Work to complete: Please go line by line through the material and copy each one containing the word "symbols".

──────────

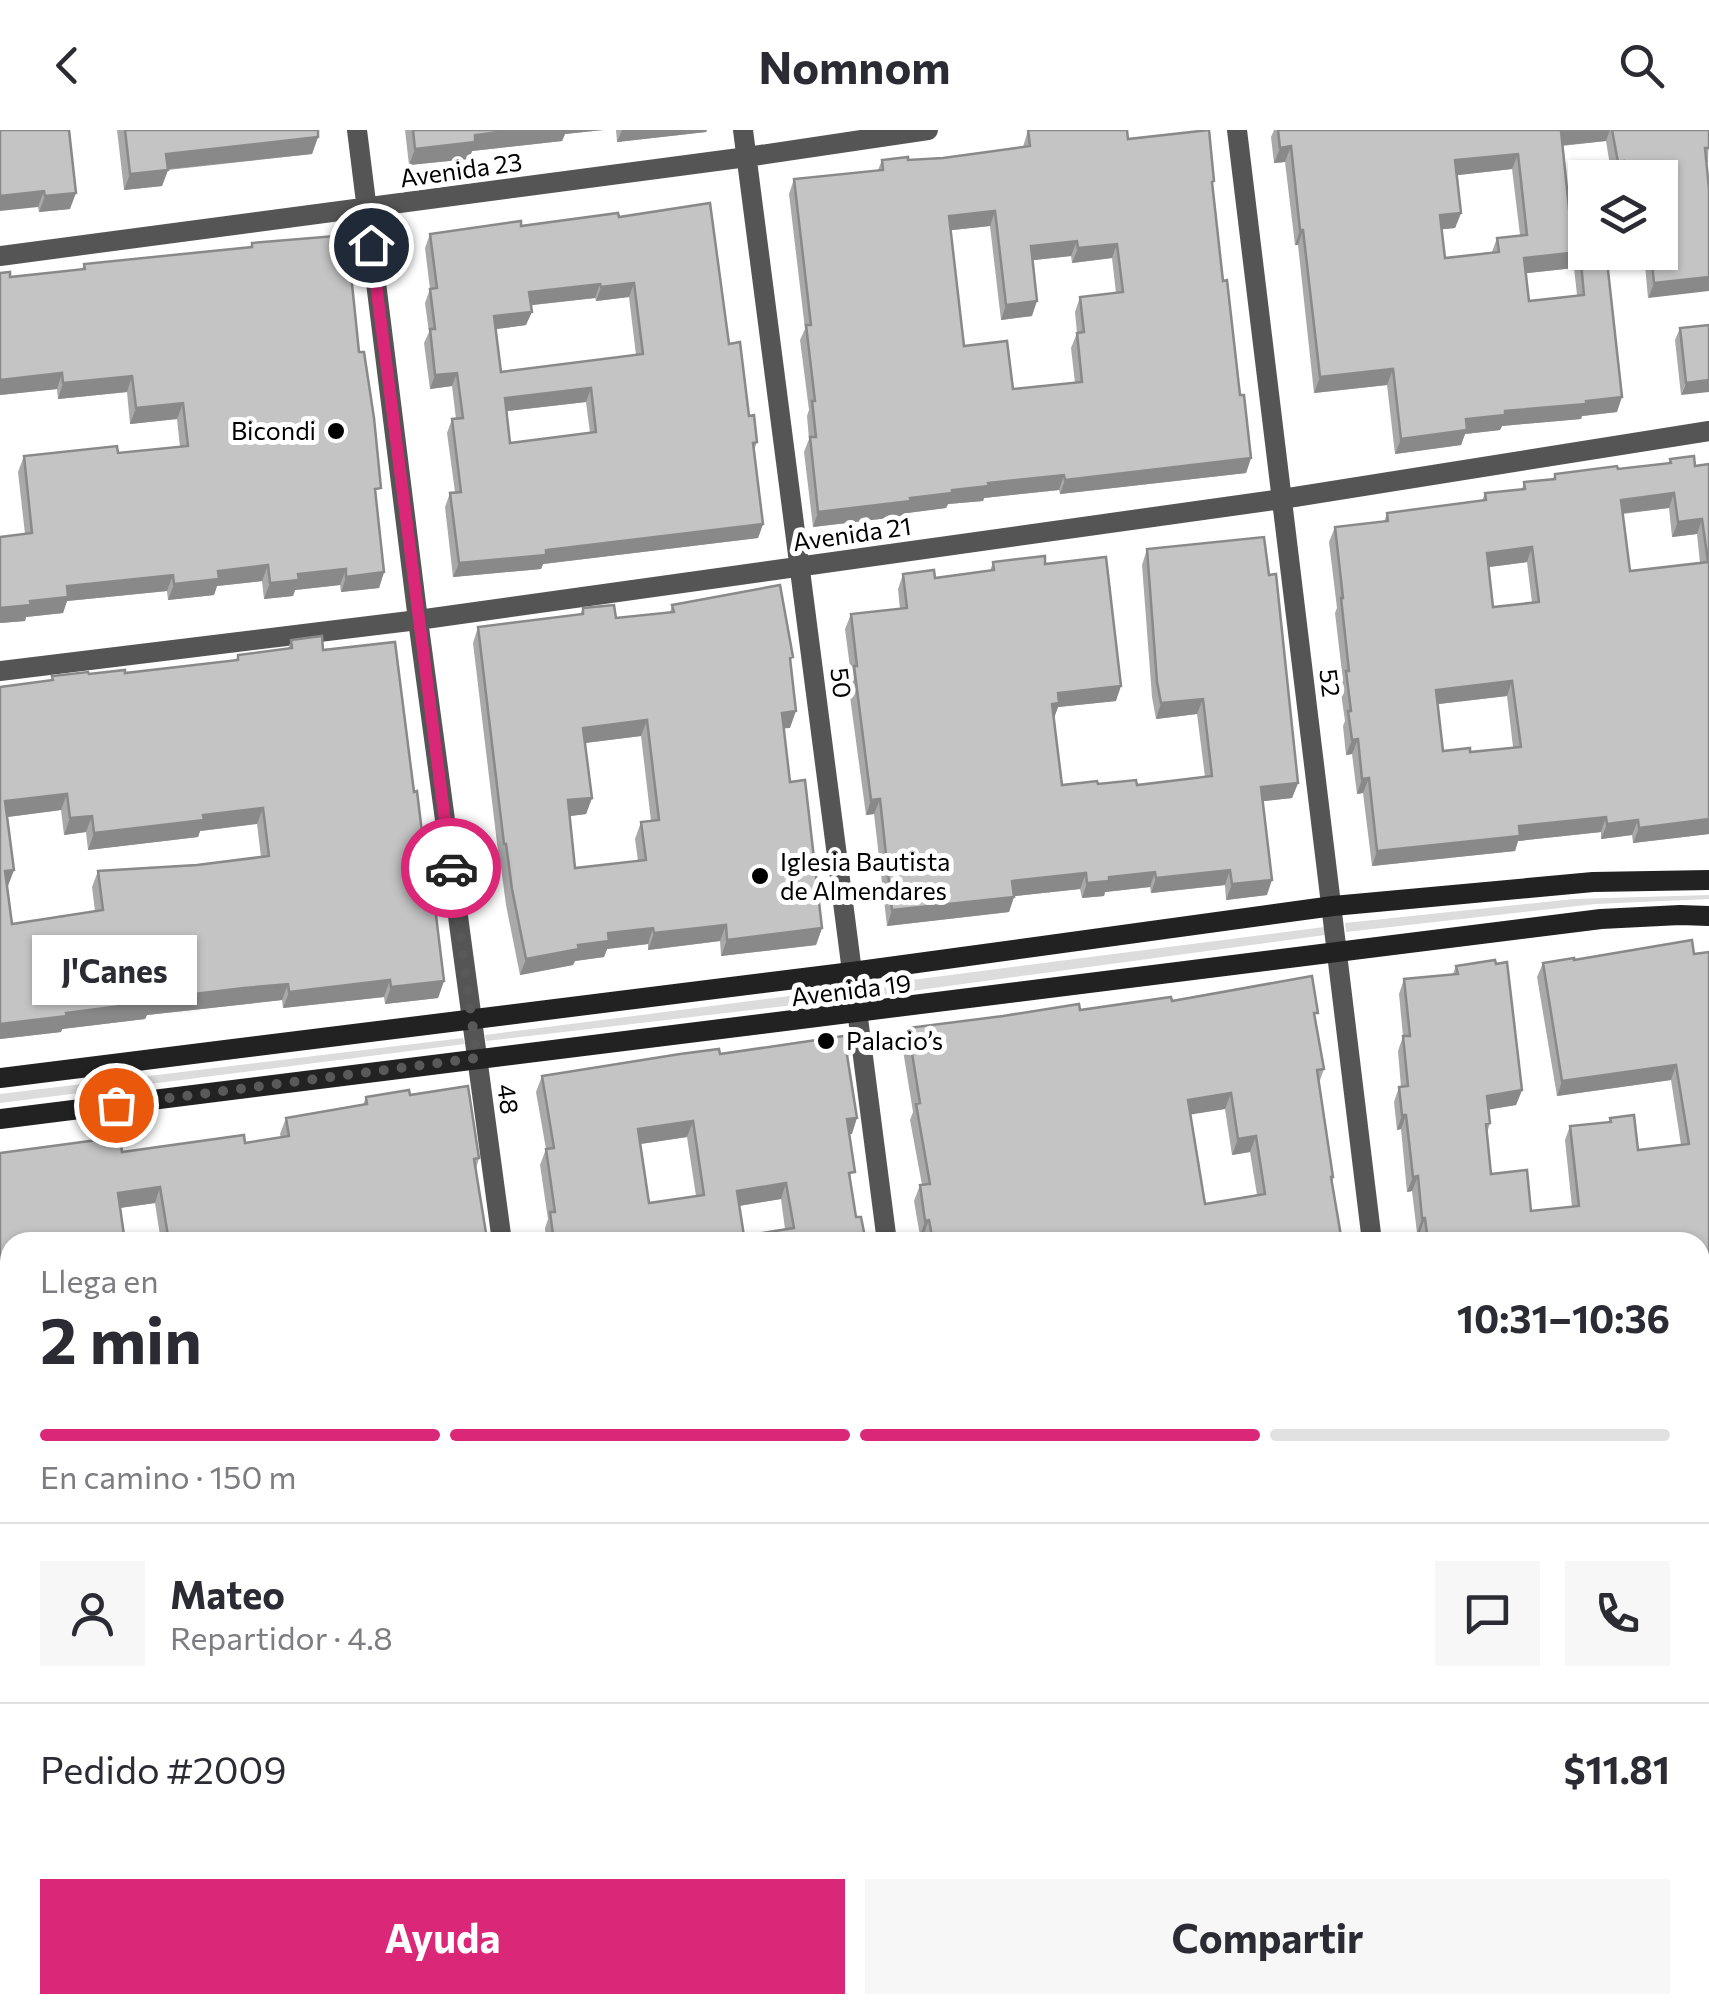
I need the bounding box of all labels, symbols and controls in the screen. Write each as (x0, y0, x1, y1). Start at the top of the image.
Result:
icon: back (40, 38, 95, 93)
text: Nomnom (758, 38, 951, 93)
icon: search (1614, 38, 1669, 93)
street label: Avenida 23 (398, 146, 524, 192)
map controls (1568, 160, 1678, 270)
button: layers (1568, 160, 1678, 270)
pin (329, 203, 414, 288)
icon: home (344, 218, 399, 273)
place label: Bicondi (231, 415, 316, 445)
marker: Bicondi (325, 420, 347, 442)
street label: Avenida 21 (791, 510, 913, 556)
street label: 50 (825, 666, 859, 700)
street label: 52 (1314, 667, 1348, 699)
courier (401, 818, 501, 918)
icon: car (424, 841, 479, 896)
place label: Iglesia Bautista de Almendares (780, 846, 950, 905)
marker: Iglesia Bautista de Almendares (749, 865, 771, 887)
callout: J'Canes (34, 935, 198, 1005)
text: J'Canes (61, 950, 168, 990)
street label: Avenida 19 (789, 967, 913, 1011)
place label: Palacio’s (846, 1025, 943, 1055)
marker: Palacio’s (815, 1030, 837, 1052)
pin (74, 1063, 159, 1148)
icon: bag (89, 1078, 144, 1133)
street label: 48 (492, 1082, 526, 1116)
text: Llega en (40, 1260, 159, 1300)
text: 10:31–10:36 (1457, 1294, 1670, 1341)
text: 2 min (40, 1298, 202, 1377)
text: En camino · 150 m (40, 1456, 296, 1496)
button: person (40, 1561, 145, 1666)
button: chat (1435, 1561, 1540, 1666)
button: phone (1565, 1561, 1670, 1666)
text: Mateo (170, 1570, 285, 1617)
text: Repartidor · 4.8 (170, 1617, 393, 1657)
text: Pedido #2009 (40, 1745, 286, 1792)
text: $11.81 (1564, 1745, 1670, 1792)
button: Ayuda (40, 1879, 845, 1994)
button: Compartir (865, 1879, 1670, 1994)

──────────

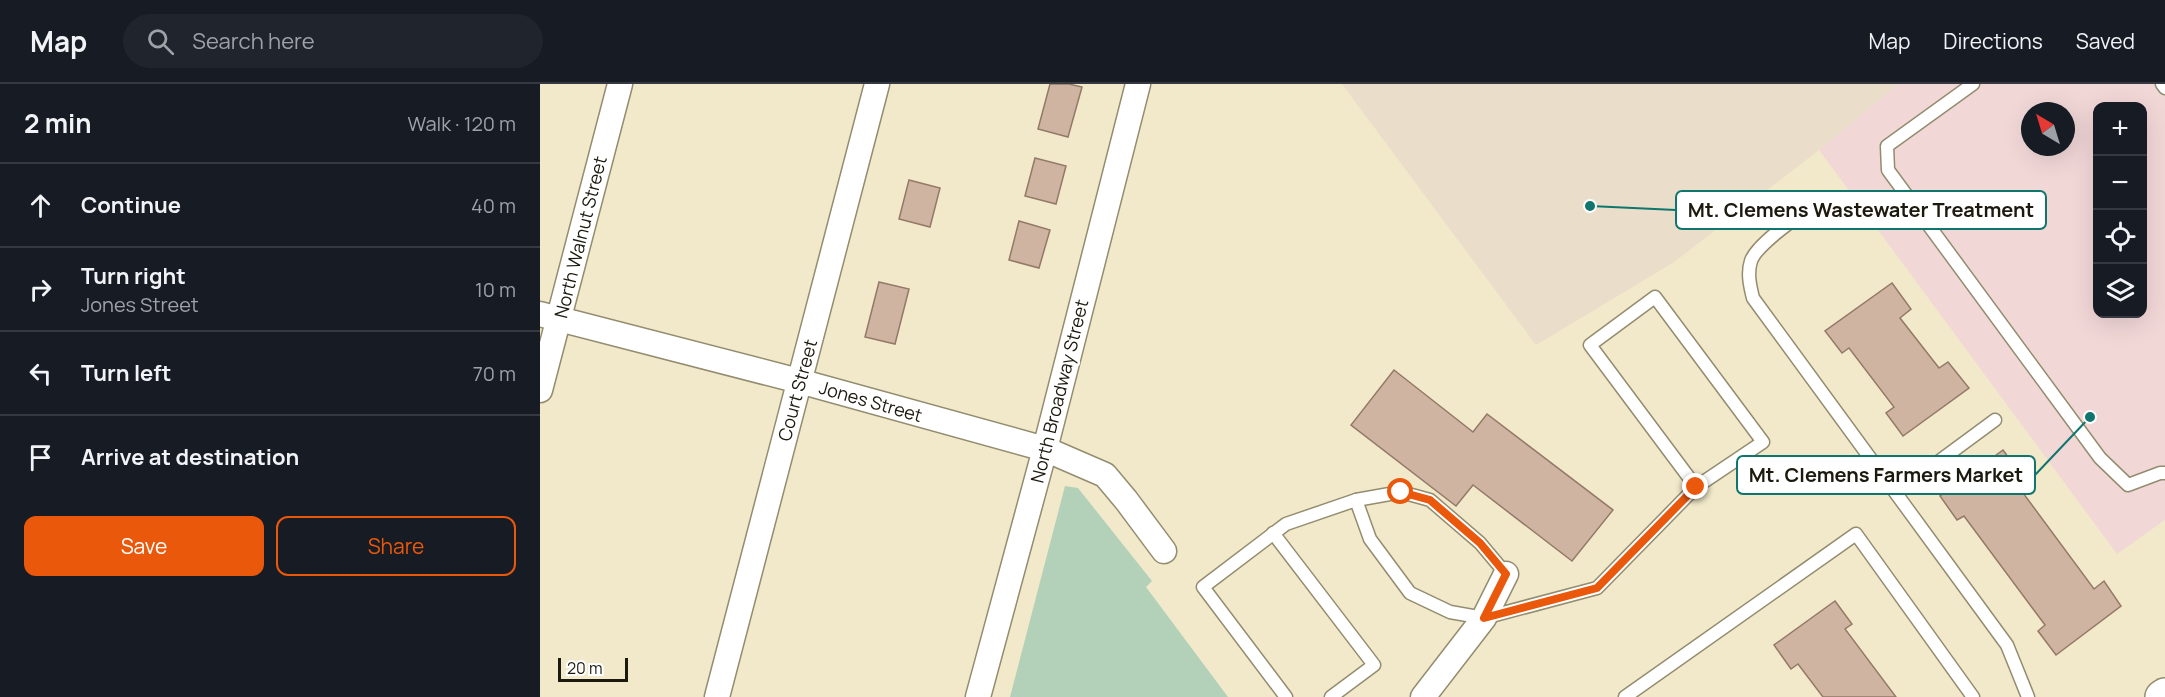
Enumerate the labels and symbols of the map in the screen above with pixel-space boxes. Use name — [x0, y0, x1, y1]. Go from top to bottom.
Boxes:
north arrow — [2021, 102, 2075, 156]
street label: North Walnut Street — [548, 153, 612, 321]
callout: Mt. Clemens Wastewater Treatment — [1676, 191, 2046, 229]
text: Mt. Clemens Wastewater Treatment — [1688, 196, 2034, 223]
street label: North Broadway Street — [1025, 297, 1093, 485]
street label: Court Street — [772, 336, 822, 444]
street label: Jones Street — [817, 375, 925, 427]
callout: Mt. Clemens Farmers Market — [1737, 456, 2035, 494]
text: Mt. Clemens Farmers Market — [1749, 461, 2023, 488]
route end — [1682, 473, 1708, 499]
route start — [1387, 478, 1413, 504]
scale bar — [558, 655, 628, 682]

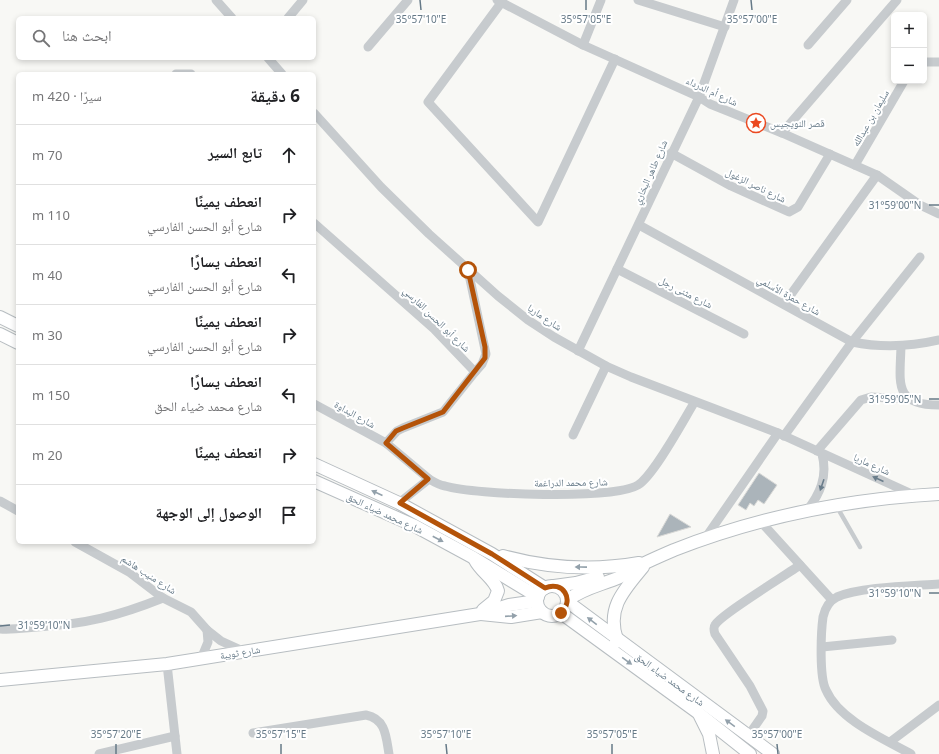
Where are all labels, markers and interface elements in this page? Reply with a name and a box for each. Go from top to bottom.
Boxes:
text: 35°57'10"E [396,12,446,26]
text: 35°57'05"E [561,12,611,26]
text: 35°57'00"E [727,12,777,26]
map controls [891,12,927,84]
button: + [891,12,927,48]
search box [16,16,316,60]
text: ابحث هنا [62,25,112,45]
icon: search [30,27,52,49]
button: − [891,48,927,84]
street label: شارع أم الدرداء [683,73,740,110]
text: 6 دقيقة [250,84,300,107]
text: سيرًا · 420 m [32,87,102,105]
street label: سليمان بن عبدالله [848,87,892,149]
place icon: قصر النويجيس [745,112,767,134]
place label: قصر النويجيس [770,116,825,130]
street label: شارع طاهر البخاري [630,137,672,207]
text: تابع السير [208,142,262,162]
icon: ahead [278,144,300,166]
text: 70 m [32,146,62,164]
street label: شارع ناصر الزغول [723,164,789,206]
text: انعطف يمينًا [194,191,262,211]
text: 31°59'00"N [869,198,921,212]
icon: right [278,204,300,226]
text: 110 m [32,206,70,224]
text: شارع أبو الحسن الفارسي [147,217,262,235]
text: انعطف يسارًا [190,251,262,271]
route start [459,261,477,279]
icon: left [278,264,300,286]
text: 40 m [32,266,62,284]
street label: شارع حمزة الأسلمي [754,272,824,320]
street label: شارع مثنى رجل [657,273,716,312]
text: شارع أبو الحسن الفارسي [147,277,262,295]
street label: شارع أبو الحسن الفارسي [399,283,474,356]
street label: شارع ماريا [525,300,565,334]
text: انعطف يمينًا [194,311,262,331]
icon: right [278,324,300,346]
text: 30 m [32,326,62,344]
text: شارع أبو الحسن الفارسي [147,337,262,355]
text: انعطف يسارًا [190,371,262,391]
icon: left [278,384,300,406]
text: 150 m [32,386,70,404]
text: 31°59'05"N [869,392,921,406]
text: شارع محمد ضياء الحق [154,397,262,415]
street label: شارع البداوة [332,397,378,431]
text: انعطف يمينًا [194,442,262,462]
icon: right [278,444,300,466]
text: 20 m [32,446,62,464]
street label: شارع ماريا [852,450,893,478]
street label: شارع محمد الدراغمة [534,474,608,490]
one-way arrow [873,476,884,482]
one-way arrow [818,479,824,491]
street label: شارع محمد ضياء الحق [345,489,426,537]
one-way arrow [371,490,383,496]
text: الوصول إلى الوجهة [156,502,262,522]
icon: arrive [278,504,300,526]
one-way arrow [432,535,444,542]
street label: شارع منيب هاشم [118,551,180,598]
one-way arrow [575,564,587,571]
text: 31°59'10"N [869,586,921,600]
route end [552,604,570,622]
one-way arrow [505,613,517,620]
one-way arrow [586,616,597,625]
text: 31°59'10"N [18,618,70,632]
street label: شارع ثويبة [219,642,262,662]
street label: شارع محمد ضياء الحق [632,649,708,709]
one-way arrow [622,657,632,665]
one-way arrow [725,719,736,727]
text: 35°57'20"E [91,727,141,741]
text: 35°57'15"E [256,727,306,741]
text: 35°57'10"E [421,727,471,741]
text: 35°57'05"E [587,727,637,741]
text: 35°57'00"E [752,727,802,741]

──────────

Solution to this exercise:
I need the bounding box of all labels, symbols and controls in the screen. Write each as (x0, y0, x1, y1). Start at the top of the image.
Enumerate the labels and symbols of the map in the screen above with pixel-space boxes. Use name — [x0, y0, x1, y1]. Go from top to bottom.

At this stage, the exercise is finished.